Ukraine Drones Come of Age with Russian Airfield Strikes, But Most Aircraft Still Privately Operated | KyivPost – Kyiv Post

December 17, 2022 by No Comments

It was the most spectacular Ukrainian drone attack of the war – so far.

At a pair of air bases deep inside Russia, on Dec. 5, ground crews were loading cruise missiles and fueling T-160 Blackfire strategic bombers, Tu-95 Bear long-range reconnaissance turboprops, and Tu-22 Backfire swing-wing strike aircraft for renewed air attacks against Ukraine’s power grid.

The day-to-day mission for the 20 to 24 nuclear-capable bombers squatting on the airfields’ tarmacs was deterrence and maritime force projection. But starting in October the Kremlin came up with a new mission for Russian strategic bombers: Firing ground-skimming missiles from the safety of Russian air space at Ukrainian power stations, electricity substations and hydroelectric plants.

In the previous round of Russian attacks, on Nov. 23, a strike package of Bears and Backfires unleashed more than 90 cruise missiles at Ukraine’s power grid, blasting substations and generation facilities, and plunging tens of millions of Ukrainian homes and businesses into blackout for two to four days.

The Dec. 5 follow-up strike was to have been even more devastating – but before that could happen, Ukrainian kamikaze drones flew hundreds of kilometers past some of the Kremlin’s most dense air defenses to blast the airfields literally as Russian bombers were being loaded up with missiles.

In the early hours of the morning, according to multiple reports, at least two Ukrainian drones slammed into Dyagilevo military air base, more than 500 kilometers (311 miles) from the nearest Ukrainian combat units, deep inside Russia’s Ryazan Oblast. Explosions shredded at least one Tu-22M3 bomber, torched a fuel truck, and, according to official Russian government statements, killed three service personnel and injured five.

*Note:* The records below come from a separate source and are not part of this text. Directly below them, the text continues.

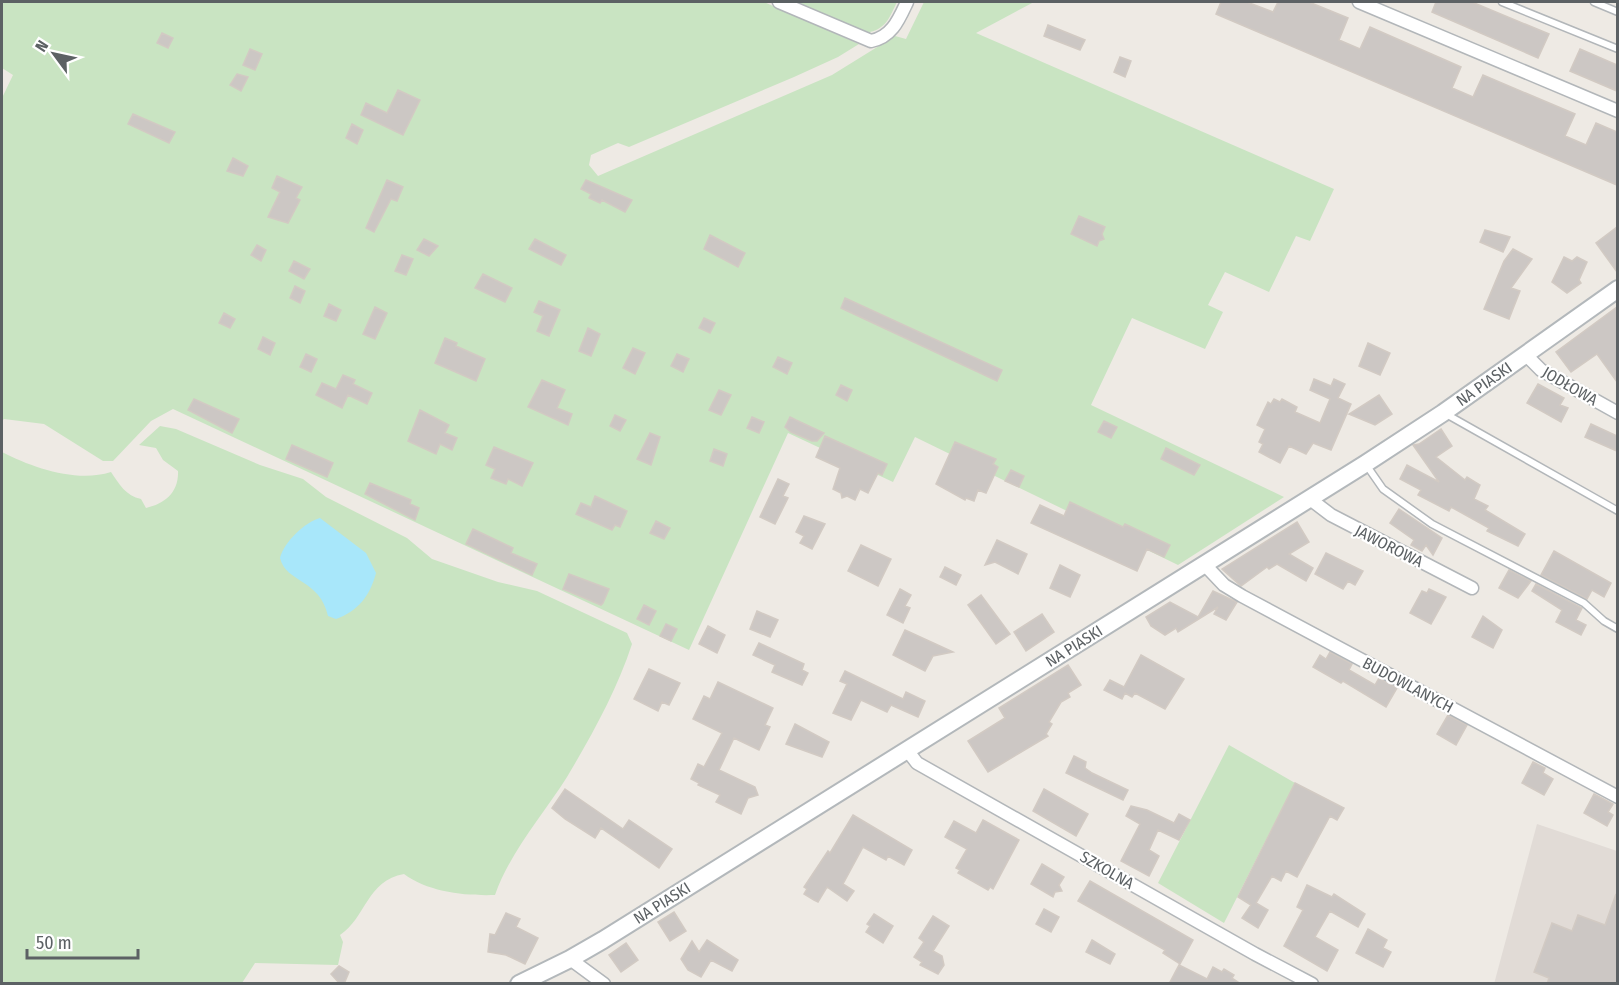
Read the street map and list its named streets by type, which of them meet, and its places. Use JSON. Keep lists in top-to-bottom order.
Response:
{
  "streets": {
    "street": [
      "NA PIASKI",
      "JODŁOWA",
      "JAWOROWA",
      "BUDOWLANYCH",
      "SZKOLNA"
    ]
  },
  "crossings": [
    ["NA PIASKI", "JODŁOWA"],
    ["NA PIASKI", "JAWOROWA"],
    ["NA PIASKI", "BUDOWLANYCH"],
    ["NA PIASKI", "SZKOLNA"]
  ],
  "scale_bar": "50 m",
  "north": "top left"
}
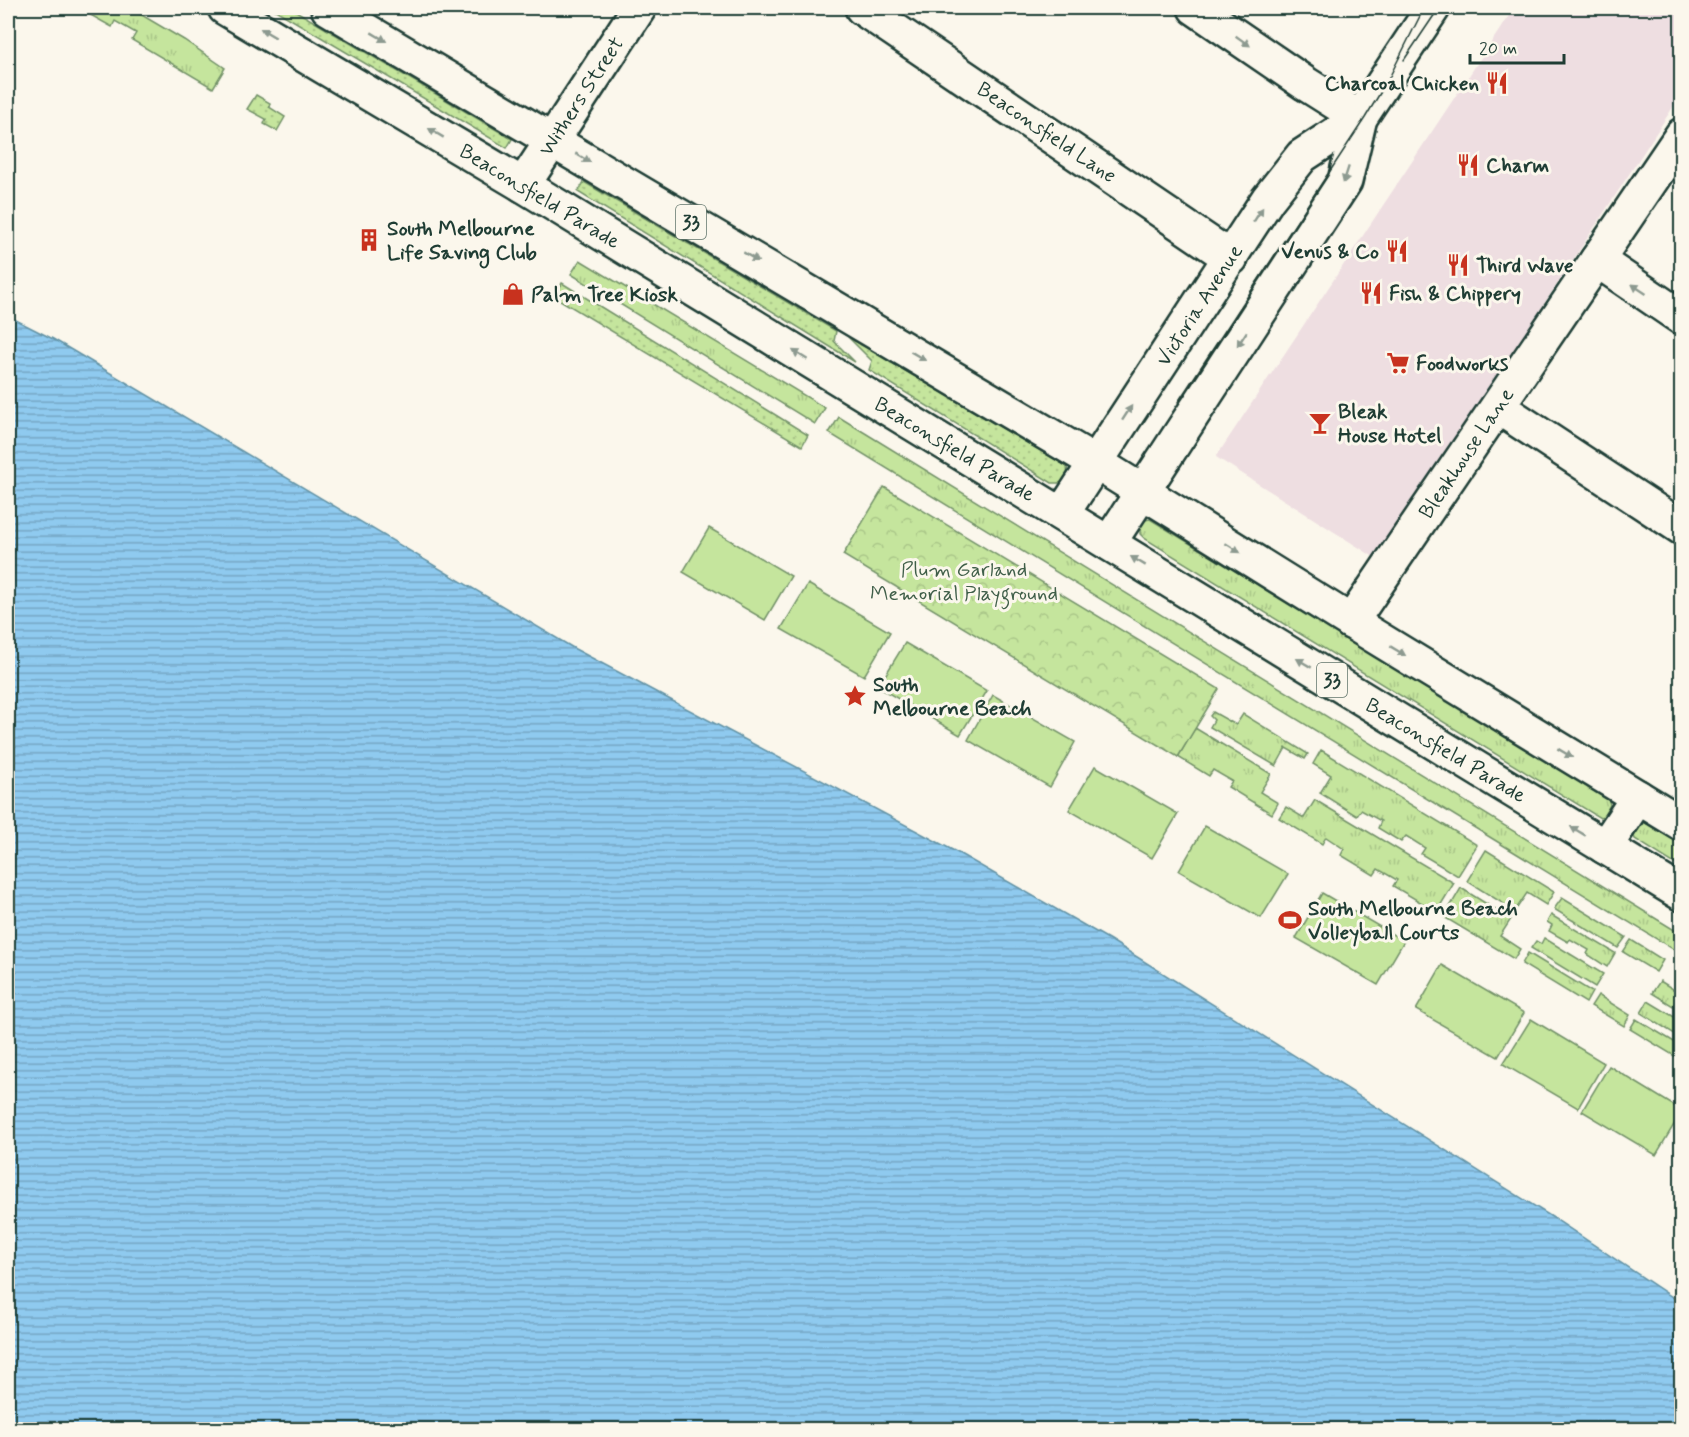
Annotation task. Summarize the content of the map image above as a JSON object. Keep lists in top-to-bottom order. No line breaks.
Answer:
{"streets":{"main road":["Withers Street","Beaconsfield Lane","Beaconsfield Parade","33","Victoria Avenue","Bleakhouse Lane"]},"crossings":[["Withers Street","Beaconsfield Parade"],["Withers Street","33"],["Beaconsfield Lane","Victoria Avenue"],["Beaconsfield Parade","Victoria Avenue"],["33","Victoria Avenue"],["33","Bleakhouse Lane"]],"parks":["Plum Garland Memorial Playground"],"places":{"restaurant":["Charcoal Chicken","Charm","Venus & Co","Third Wave","Fish & Chippery"],"building":["South Melbourne Life Saving Club"],"shop":["Palm Tree Kiosk"],"supermarket":["Foodworks"],"bar":["Bleak House Hotel"],"place":["South Melbourne Beach"],"sports":["South Melbourne Beach Volleyball Courts"]},"scale_bar":"20 m"}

Among the dead was Tu-22 bomber pilot Major Aleksandr Shnotin. Subsequent satellite images of the airfield showed evidence that as many as five aircraft were damaged and unflyable.

This is a satellite image of Russia’s Engels Air Force base following Ukraine’s Dec. 5 long-range drone strike. The military blogger @MT_Anderson has circled locations where a total of more than 20 Russian strategic bombers were present prior to the strike, and which subsequently left. The green circle identifies a message in 20-meter letters apparently created by Russian ground personnel for satellite overflight viewers. The message (in Russian) reads: “Death to Fascists”.